### Directions
Give back the records in full, with every line exactly as it was.

### Collected data entries
_____

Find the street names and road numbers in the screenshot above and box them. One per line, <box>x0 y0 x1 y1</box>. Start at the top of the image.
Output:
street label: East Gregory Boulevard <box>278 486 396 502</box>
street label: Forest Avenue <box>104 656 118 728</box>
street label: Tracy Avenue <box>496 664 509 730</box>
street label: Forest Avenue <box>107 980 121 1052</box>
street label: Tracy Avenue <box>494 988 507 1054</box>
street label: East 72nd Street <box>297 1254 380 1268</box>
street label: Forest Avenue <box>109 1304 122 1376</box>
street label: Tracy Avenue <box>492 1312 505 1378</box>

_____

### Written response
Find the street names and road numbers in the screenshot above and box them. One per line, <box>x0 y0 x1 y1</box>. Start at the top of the image.
Output:
street label: East Gregory Boulevard <box>278 486 396 502</box>
street label: Forest Avenue <box>104 656 118 728</box>
street label: Tracy Avenue <box>496 664 509 730</box>
street label: Forest Avenue <box>107 980 121 1052</box>
street label: Tracy Avenue <box>494 988 507 1054</box>
street label: East 72nd Street <box>297 1254 380 1268</box>
street label: Forest Avenue <box>109 1304 122 1376</box>
street label: Tracy Avenue <box>492 1312 505 1378</box>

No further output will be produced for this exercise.